D. We have created an HSP60 deletion mutant of B. vulgatus and expressed B. vulgatus HSP60 in a non-colitogenic E. coli strain so that we can directly test the hypothesis that B. vulgatus HSP60 causes colitis in monoassociated HLA-B27 TG rats.
E. We have established an expression library of E. faecalis and have identified 19 additional clones that react with E. faecalis monoassociated IL-10-/- mouse serum that will be investigated for their abilities to stimulate TH1 and innate immune responses.

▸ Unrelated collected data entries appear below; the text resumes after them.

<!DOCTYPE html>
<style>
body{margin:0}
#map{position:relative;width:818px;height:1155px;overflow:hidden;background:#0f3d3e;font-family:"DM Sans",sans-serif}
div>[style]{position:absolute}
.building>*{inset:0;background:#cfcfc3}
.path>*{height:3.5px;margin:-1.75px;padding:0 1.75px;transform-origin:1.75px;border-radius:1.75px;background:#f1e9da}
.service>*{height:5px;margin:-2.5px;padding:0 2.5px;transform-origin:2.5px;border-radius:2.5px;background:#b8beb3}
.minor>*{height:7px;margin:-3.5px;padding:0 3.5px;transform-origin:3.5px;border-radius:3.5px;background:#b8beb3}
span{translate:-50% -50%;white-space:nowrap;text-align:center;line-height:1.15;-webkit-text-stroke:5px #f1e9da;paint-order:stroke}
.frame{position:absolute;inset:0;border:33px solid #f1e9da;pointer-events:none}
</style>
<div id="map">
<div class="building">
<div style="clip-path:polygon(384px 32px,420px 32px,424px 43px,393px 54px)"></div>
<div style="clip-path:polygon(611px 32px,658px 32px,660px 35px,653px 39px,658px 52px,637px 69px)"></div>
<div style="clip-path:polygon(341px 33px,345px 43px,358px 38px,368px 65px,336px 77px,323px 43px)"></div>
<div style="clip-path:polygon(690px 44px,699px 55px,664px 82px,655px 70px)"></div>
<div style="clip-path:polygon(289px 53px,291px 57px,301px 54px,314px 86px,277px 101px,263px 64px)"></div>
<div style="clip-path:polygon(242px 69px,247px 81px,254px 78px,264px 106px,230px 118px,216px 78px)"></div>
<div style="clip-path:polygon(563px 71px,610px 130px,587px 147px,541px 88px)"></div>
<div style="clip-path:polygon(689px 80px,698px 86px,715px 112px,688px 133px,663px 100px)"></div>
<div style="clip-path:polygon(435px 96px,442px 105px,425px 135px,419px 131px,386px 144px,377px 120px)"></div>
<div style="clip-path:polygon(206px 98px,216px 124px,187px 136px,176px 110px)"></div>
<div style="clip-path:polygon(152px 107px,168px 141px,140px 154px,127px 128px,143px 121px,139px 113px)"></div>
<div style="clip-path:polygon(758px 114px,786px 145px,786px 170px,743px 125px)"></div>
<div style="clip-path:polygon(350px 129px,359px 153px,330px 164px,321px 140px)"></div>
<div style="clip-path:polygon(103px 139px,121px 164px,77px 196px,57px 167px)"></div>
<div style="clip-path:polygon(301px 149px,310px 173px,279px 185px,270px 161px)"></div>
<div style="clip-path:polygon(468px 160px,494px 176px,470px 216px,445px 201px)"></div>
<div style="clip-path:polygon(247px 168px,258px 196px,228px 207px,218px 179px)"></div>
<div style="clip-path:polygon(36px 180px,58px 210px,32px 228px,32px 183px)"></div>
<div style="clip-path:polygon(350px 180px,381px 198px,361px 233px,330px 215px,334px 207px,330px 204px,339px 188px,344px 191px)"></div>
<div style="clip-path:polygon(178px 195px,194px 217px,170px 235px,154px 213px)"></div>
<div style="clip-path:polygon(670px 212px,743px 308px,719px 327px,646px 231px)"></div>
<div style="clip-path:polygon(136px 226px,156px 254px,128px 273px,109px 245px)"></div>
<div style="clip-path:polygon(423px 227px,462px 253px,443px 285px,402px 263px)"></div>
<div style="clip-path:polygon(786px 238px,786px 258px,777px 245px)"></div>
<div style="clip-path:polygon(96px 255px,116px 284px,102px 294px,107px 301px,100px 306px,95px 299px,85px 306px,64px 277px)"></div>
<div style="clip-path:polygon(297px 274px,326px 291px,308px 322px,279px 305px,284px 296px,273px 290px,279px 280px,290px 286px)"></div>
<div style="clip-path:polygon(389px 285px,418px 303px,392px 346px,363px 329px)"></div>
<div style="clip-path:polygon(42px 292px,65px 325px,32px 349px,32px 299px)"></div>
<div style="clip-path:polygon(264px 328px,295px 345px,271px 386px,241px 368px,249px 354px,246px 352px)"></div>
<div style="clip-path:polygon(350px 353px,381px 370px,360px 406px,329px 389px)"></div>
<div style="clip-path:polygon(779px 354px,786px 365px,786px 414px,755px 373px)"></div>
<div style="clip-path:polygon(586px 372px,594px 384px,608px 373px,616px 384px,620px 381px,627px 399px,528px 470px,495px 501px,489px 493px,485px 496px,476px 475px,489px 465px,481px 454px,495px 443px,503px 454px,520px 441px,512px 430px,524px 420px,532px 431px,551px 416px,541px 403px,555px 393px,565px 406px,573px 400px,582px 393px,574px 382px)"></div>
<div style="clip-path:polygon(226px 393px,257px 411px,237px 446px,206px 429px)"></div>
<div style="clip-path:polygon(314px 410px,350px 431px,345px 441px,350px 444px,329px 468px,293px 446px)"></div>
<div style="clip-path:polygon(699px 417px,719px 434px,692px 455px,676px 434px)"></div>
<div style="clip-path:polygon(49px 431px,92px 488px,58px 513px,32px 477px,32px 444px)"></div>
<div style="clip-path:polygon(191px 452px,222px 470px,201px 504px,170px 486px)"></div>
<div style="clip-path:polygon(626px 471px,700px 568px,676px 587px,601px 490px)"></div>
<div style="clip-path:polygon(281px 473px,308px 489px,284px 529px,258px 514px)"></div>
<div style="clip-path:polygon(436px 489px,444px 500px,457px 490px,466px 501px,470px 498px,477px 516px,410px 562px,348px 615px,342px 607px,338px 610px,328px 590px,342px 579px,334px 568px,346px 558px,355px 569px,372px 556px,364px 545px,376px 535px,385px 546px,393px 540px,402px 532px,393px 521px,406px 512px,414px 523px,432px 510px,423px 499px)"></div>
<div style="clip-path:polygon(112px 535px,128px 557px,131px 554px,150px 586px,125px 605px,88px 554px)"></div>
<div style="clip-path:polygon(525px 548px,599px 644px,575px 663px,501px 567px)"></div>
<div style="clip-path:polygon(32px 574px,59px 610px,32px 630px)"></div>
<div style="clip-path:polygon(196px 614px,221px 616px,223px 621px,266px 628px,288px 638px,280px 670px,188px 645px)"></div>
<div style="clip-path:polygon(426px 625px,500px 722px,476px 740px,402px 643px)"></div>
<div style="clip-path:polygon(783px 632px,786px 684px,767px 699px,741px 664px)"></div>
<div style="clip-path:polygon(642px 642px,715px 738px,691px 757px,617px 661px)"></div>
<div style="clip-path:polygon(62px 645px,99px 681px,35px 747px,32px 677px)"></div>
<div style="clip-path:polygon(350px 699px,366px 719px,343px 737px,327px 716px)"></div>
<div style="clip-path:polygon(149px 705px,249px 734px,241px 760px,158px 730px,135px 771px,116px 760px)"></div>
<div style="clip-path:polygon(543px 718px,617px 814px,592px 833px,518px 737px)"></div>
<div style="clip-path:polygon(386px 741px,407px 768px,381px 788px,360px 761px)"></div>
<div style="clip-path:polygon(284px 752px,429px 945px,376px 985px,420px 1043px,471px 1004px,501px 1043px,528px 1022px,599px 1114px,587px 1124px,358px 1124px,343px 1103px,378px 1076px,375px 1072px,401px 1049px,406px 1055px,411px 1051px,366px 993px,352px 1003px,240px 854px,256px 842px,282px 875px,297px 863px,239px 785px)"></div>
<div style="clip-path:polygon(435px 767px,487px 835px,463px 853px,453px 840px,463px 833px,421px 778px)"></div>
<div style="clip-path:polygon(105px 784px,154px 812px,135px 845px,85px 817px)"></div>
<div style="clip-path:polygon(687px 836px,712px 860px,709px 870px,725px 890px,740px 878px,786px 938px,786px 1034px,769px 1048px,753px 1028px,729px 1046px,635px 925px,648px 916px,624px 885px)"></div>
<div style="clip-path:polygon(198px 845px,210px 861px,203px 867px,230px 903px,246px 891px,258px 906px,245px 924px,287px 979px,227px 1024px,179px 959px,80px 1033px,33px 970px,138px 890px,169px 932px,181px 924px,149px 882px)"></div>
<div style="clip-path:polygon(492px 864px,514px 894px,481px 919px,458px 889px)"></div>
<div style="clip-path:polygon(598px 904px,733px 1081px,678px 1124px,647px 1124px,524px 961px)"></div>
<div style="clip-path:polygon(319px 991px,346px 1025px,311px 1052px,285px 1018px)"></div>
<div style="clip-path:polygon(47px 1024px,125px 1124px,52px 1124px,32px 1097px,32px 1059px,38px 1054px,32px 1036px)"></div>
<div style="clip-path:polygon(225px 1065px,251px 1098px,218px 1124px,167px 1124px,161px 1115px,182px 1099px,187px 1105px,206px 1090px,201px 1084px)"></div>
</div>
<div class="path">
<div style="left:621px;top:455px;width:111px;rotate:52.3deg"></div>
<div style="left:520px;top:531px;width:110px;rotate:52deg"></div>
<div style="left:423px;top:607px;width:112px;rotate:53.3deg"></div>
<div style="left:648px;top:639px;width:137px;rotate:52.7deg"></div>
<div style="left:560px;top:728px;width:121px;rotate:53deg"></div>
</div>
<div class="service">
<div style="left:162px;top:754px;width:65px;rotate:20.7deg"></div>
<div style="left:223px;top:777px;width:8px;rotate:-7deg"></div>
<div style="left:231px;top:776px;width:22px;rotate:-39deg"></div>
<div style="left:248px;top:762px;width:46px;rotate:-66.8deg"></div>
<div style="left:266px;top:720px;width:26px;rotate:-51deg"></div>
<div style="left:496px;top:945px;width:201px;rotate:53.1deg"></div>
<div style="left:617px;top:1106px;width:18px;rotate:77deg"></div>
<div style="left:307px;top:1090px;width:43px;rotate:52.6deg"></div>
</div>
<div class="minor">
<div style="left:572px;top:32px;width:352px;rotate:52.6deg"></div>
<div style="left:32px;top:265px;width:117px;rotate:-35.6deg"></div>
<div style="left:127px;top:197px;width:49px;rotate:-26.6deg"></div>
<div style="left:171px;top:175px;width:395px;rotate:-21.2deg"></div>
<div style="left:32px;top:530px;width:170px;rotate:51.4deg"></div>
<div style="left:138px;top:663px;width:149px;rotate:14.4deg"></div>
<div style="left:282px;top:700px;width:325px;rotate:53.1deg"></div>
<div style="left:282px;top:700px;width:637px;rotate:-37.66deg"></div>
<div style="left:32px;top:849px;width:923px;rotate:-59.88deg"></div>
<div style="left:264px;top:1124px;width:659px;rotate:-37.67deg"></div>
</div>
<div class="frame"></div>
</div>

F. We have created a strategy to screen bacterial species by Western blot for dominant epitopes that react with serum from rodents with colitis, then identify reactive bands with combination GLC-mass spectrometry (proteomic approach). This can be applied to any type of enteric commensal species (bacterial or fungus).

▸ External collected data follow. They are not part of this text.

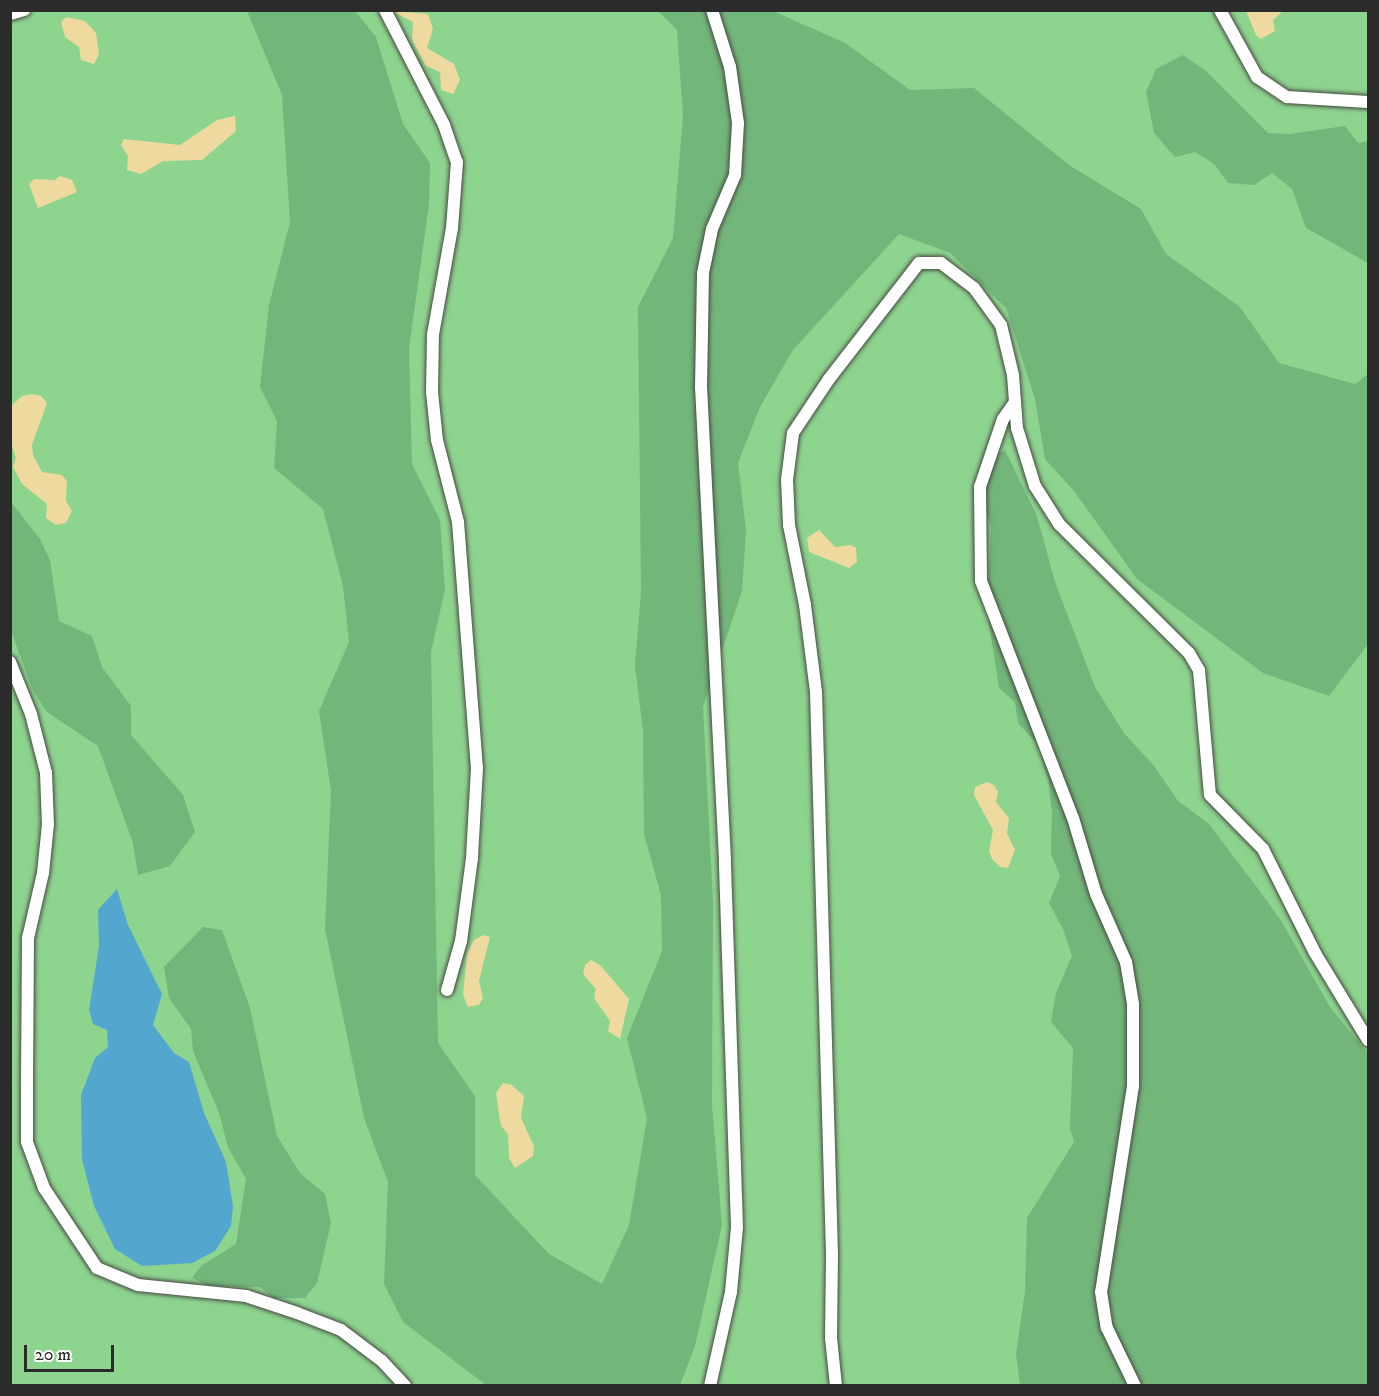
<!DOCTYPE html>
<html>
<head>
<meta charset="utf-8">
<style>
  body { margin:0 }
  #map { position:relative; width:1379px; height:1396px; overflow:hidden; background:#f2e9d1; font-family:"IM FELL DW Pica",serif }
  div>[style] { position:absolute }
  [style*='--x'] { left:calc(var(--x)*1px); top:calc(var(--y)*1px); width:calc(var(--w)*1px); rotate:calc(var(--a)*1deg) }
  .green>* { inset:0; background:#8dd48f }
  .forest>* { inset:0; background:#72b67a }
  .sand>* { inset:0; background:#eeda9e }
  .water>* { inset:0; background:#53a7cf }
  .roads { filter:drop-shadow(0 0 2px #494844) drop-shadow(0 0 2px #494844) }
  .service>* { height:12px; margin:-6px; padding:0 6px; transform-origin:6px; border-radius:6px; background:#fff }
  span { translate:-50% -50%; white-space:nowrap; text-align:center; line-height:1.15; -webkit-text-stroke:4.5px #fff; paint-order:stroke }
  .frame { position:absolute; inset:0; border:12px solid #2b2b2b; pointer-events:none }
  .scale { position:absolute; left:24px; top:1345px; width:90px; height:27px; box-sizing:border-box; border:3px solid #2b2b2b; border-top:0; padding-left:8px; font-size:18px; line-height:21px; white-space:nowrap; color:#2b2b2b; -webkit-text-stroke:4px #fff; paint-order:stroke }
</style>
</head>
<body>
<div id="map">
  <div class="green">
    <div style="clip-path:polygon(11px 11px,1368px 11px,1368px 1385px,11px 1385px)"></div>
  </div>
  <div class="forest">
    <div style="clip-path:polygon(247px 11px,355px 11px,376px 37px,403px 124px,430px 163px,429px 204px,409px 349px,412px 464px,440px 520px,445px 589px,431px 652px,438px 1043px,475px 1096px,475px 1175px,549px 1254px,602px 1284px,629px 1225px,647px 1118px,627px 1038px,662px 951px,661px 895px,644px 834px,643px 731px,635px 666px,641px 591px,638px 307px,673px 238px,683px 116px,677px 30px,658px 11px,773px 11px,845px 43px,910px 90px,974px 88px,1069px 165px,1141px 209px,1166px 254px,1240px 307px,1279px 363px,1355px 384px,1368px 374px,1368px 644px,1329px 696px,1263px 673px,1137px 579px,1074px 491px,1045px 459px,1035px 399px,1006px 308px,950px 253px,899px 234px,793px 350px,760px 407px,738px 463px,746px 530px,742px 591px,703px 707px,713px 902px,712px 1105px,722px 1225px,695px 1346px,680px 1385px,486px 1385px,403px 1322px,384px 1284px,388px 1182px,364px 1118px,325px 929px,331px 791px,319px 711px,349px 642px,343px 586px,323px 509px,274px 468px,277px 421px,260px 387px,269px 305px,290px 222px,282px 95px)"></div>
    <div style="clip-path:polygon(1183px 55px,1205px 70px,1268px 133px,1290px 134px,1345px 126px,1358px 143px,1368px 141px,1368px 263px,1306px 228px,1292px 189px,1272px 173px,1254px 185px,1228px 183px,1214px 164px,1195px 152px,1175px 157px,1154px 133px,1146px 92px,1156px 69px)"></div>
    <div style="clip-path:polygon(1005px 450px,1037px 516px,1055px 582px,1095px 687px,1124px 733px,1154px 766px,1178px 801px,1209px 824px,1259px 890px,1282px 922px,1330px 1007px,1368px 1054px,1368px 1385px,1020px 1385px,1016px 1354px,1025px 1291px,1027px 1218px,1074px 1142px,1070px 1128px,1073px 1048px,1051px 1022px,1056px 993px,1072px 956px,1063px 929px,1049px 903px,1060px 876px,1051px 854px,1052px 812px,1048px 779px,1038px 745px,1018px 723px,1015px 702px,999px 688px,987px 611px,991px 528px,985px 506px,987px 460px)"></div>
    <div style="clip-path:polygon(11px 502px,40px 539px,50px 560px,59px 621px,92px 636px,102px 667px,131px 706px,131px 735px,183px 795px,195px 832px,170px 866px,138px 875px,133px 843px,98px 746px,47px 712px,33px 691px,11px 631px)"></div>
    <div style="clip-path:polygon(203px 927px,222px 930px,250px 1008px,277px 1136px,300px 1173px,325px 1194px,331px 1223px,317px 1283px,305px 1298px,274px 1298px,260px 1287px,210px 1286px,192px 1278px,201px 1266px,236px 1244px,246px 1179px,228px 1147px,219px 1113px,193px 1051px,191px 1029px,169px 998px,164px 967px)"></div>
  </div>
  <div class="sand">
    <div style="clip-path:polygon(392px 11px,428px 14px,433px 29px,427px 48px,454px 64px,460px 80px,453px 94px,441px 90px,440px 72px,426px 66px,416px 48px,412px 39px,413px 22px)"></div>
    <div style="clip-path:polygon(1246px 11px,1283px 11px,1273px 20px,1275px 31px,1261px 39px,1256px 35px)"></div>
    <div style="clip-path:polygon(66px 17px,85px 21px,96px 33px,99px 54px,94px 64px,81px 60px,79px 47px,65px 37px,61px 22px)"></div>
    <div style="clip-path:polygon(235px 116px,236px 131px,202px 160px,163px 161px,141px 174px,127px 170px,128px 156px,121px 145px,124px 139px,180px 145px,217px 120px)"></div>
    <div style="clip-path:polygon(60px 176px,72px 180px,77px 192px,38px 208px,29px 184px,34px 179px,55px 180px)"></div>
    <div style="clip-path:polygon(32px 394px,41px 396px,47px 403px,32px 445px,33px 455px,42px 472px,62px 475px,67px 481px,66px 501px,72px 511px,66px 523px,56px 525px,46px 518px,47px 504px,22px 484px,13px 467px,16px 458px,11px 442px,11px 406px,22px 396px)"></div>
    <div style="clip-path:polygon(819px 530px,835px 547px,851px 545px,856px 548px,857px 562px,849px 568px,809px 552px,807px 538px)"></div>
    <div style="clip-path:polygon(987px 782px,994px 785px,998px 792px,996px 802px,1009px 818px,1007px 833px,1015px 850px,1008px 868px,1000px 867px,992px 859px,989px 851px,993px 830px,974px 795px,975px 787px)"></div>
    <div style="clip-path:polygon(484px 935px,490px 937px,479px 981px,483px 998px,479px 1005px,468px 1007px,463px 995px,467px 954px,474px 940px)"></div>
    <div style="clip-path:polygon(591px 960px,601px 966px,629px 999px,620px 1039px,608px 1031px,610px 1021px,594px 998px,596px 989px,583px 974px,585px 965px)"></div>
    <div style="clip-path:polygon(503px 1083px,512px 1085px,524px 1096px,521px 1118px,534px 1146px,533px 1156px,515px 1168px,509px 1158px,508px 1134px,501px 1126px,499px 1114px,496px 1093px)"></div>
  </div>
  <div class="water">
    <div style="clip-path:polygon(117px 889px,128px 925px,162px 994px,153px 1025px,174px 1053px,189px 1062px,204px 1113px,226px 1162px,233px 1206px,231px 1226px,215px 1251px,192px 1263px,142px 1266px,115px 1249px,94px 1206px,82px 1159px,81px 1095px,95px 1058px,108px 1047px,107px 1030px,93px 1024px,89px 1010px,99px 946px,98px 910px)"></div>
  </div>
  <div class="roads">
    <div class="service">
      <div style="--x:385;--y:10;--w:129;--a:62.8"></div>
      <div style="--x:444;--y:125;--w:39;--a:71"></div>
      <div style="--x:457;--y:162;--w:66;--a:94.3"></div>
      <div style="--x:452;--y:228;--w:109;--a:100.1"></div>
      <div style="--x:433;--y:335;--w:57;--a:91"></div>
      <div style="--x:432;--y:392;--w:48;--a:84.1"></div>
      <div style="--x:437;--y:440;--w:85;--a:75.6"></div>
      <div style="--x:458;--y:522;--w:247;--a:85.6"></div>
      <div style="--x:477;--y:768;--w:90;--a:93.2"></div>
      <div style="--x:472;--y:858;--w:84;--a:97.5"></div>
      <div style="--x:461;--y:941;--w:51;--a:105.9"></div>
      <div style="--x:1220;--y:10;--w:77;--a:61.1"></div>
      <div style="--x:1257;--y:77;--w:36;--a:34"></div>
      <div style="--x:1287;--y:97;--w:81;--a:3.5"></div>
      <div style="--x:10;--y:14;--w:15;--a:-16"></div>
      <div style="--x:1015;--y:402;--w:21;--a:125"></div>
      <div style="--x:1003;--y:419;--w:72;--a:108.7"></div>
      <div style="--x:980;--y:487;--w:94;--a:89.4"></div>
      <div style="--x:981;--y:581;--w:254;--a:68.8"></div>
      <div style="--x:1073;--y:818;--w:79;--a:73.2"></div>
      <div style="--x:1096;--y:894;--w:74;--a:66.2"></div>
      <div style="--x:1126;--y:962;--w:43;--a:80.5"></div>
      <div style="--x:1133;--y:1004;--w:82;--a:90"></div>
      <div style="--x:1133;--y:1086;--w:208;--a:98.8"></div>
      <div style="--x:1101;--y:1292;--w:36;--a:81"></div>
      <div style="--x:1107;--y:1328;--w:64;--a:64.2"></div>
      <div style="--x:10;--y:662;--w:56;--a:68"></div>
      <div style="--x:31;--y:714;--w:61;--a:75.7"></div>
      <div style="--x:46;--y:773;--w:51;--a:87.8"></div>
      <div style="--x:48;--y:824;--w:49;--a:95.8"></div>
      <div style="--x:43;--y:873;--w:67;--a:103"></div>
      <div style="--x:28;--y:938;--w:150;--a:90.4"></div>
      <div style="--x:27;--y:1088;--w:54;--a:90"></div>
      <div style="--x:27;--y:1142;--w:49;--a:69.7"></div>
      <div style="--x:44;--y:1188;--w:96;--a:56.5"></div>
      <div style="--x:97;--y:1268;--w:44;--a:22.5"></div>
      <div style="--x:138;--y:1285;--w:109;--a:5.8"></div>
      <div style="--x:246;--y:1296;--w:54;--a:18.4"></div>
      <div style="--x:297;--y:1313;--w:47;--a:21.1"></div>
      <div style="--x:341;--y:1330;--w:51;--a:37.1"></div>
      <div style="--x:382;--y:1361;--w:34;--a:47"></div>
      <div style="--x:710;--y:1386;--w:96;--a:-77.4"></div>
      <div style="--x:731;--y:1292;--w:65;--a:-84.7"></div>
      <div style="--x:737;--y:1227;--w:367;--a:-91.9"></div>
      <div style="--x:725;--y:860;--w:473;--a:-92.9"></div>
      <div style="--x:701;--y:388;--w:115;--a:-89"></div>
      <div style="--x:703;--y:273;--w:45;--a:-78.4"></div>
      <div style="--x:712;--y:229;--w:59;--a:-66.9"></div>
      <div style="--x:735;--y:175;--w:52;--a:-86.7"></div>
      <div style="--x:738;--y:123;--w:57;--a:-98.1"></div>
      <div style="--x:730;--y:67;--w:60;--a:-107.5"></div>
      <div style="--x:836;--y:1386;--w:48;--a:-95.9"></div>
      <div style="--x:831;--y:1338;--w:84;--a:-89.3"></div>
      <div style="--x:832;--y:1254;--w:562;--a:-91.63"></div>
      <div style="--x:816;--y:692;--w:88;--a:-97.2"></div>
      <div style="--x:805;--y:605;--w:82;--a:-101.3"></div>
      <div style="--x:789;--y:525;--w:45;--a:-92.5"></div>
      <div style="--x:787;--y:480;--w:47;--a:-82.7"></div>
      <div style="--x:793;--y:433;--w:65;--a:-56.3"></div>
      <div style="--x:829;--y:379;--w:147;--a:-52.2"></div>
      <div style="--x:919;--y:263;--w:22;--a:0"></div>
      <div style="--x:941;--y:263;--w:41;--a:37.1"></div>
      <div style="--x:974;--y:288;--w:46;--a:53.9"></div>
      <div style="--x:1001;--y:325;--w:51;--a:76.5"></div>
      <div style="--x:1013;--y:375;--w:53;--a:85.7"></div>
      <div style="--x:1017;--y:428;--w:61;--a:72.8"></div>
      <div style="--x:1035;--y:486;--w:45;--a:57.7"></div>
      <div style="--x:1059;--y:524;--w:183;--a:44.8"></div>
      <div style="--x:1189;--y:653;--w:20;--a:60"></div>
      <div style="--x:1199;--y:670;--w:125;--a:85"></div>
      <div style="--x:1210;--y:795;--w:76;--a:45.5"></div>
      <div style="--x:1263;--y:849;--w:116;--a:63.4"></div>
      <div style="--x:1315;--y:953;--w:102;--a:58.7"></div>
    </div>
  </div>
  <div class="frame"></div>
  <div class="scale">20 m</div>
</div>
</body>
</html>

G. On the negative side, we were unable to obtain adequate amounts of recombinant Flax and HeJ Bir1 flagellin to determine the role of this antigen/adjuvant in our IL-10-/- mice, as originally proposed. We hope to pursue this line of research in the near future once restrictions on use of these materials are lifted.
IV. Lay summary
In the past two years, we have made substantial progress toward identifying several dominant bacterial components that cause persistent immune activation that leads to chronic colitis in genetically susceptible hosts, but protective responses in normal hosts. Our previous work has demonstrated that normal bacteria are required for chronic intestinal inflammation to develop in genetically susceptible hosts and that different bacterial species uniquely cause colitis in different genetically engineered rats and mice. For example, Bacteroides vulgatus can induce colitis in rats that are engineered to express the human gene, HLA-B27, but other common gut bacteria, including E. coli and Enterococcus faecalis, do not cause disease in this model. In contrast, Enterococcus faecalis and E. coli cause T lymphocyte activation and colitis in mice deficient in the immunoprotective molecule, interleukin 10 (IL-10 knockout mice), but Bacteroides vulgatus has no detrimental effect. We have identified two proteins, one in Bacteroides vulgatus and the other in Enterococcus faecalis, that selectively stimulate immune responses in these transgenic and knockout rodents with colitis. The Enterococcus faecalis protein activates both innate and adaptive immune responses. Innate immune cells rapidly respond to certain bacterial signals and produce mediators that activate a whole host of inflammatory processes. Adaptive immune responses include production of antibody that circulate as well as T lymphocyte responses that cause injury by cell contact or secreting inflammatory proteins. Both adaptive and innate immune responses are necessary to cause chronic inflammation, including ulcerative colitis, Crohn’s disease and experimental colitis in IL-10 knockout mice and HLA B27 transgenic rats. The Bacteroides vulgatus protein (heat shock protein 60) activates innate immune cells to secrete proinflammatory mediators and stimulates antibody responses, but does not elicit detectible T lymphocyte responses.
These studies are important because these proteins could lead to better diagnostic tests for human Crohn’s disease and ulcerative colitis and may allow us to better identify subsets of IBD patients that may respond selectively to different treatments, such as antibiotics to eliminate the dominant bacterial species that stimulates inflammation. In addition, these studies help us understand the mechanisms by which susceptible hosts respond to discrete bacterial antigens and lay the foundation for inducing protective immune responses to bacterial components by immunizing IBD patients with novel bacterial antigens, while manipulating the immune system to induce protective rather than detrimental patterns of responses.